J.C. Leyendecker’s 1914 cover illustration, ‘Beat-up Boy, Football Hero,’ sold for $4.12 million and a world auction record for the artist.

J.C. Leyendecker’s 1914 cover illustration for The Saturday Evening Post, ‘Beat-up Boy, Football Hero,’ sold for $4.12 million and a new world auction record for the artist.

DALLAS – Joseph Christian Leyendecker’s Beat-up Boy, Football Hero, which appeared on the cover of The Saturday Evening Post on Nov. 21, 1914, sold Friday for $4.12 million, shattering the previous world record for a work by the influential illustrator. The painting was a centerpiece of Heritage Auctions’ May 7 American Art Signature Auction, alongside masterworks by such revered names as Moran, Bierstadt, and Rockwell. Numerous records for several significant artists were set throughout the day, as the total for the nearly sold-out American Art event surpassed the $10.7 million mark – the first American Art event at Heritage to do so.

“I always vowed that I would be the first one to sell a million-dollar Leyendecker,” says Aviva Lehmann, Heritage Auctions’ New York City-based Director of American Art, pictured at left with the record-setting painting. “I am honored to have sold this masterwork for $4.1 million. Not only was it a huge day for Heritage, but it was a historic day for American art.”

The previous world record for a J.C. Leyendecker original was set in December, when Sotheby’s sold his 1930 work Carousel Ride for $516,100.

The extraordinary portrait of a bruised, bandaged, scuffed-up but proudly defiant young boy had never before been to auction.
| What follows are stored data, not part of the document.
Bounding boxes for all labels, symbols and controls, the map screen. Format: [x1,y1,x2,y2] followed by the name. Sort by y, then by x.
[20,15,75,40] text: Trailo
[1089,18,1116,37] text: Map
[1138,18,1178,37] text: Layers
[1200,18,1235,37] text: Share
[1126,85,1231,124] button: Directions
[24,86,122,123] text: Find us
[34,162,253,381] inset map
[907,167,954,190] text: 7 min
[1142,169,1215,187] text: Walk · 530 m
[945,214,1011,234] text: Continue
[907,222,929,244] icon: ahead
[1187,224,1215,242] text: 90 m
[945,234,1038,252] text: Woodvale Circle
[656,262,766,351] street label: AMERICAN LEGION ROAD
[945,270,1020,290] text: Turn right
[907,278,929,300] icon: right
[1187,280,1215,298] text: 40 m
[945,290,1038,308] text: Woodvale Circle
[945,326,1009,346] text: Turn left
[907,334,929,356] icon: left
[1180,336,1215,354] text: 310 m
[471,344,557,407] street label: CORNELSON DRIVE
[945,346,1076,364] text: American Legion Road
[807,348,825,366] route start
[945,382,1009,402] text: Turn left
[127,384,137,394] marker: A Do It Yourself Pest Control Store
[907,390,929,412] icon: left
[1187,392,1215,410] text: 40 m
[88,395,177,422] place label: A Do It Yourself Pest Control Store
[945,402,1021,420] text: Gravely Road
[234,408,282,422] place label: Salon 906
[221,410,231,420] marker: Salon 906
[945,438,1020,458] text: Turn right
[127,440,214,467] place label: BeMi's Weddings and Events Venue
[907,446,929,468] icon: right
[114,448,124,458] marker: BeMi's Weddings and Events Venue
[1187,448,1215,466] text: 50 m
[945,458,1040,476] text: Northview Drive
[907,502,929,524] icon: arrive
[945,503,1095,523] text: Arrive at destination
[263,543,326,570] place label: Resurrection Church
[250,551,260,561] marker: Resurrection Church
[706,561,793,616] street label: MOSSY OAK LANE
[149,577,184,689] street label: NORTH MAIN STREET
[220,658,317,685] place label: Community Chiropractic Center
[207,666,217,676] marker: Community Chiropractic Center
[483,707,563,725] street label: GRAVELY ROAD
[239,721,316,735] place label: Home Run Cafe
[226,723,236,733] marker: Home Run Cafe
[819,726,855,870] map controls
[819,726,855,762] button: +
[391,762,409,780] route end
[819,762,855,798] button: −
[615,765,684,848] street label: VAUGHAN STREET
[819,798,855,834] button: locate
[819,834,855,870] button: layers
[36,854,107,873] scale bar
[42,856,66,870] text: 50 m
In fact, until now this delightful work from the creator of The Arrow Collar Man has resided with one family for nearly a century. And it looks today as it did upon its creation: The painting has never been relined and remains housed on its original stretcher.

Aviva Lehmann, Heritage Auctions’ Director of American Art, admires the record-setting Leyendecker.

Aviva Lehmann, Heritage Auctions’ Director of American Art, admires the record-setting Leyendecker.

It was estimated between $150,000-$250,000, and the bidding opened Friday afternoon at $135,000. But within seconds, it became clear this was going to be a piece over which a bidding war would be waged.

The auction room grew loud when the Beat-Up Boy crossed the million-dollar mark; louder still when it surpassed $2 million, then $3 million. And when the hammer fell, when the final price hit $4,121,250, the room erupted in applause.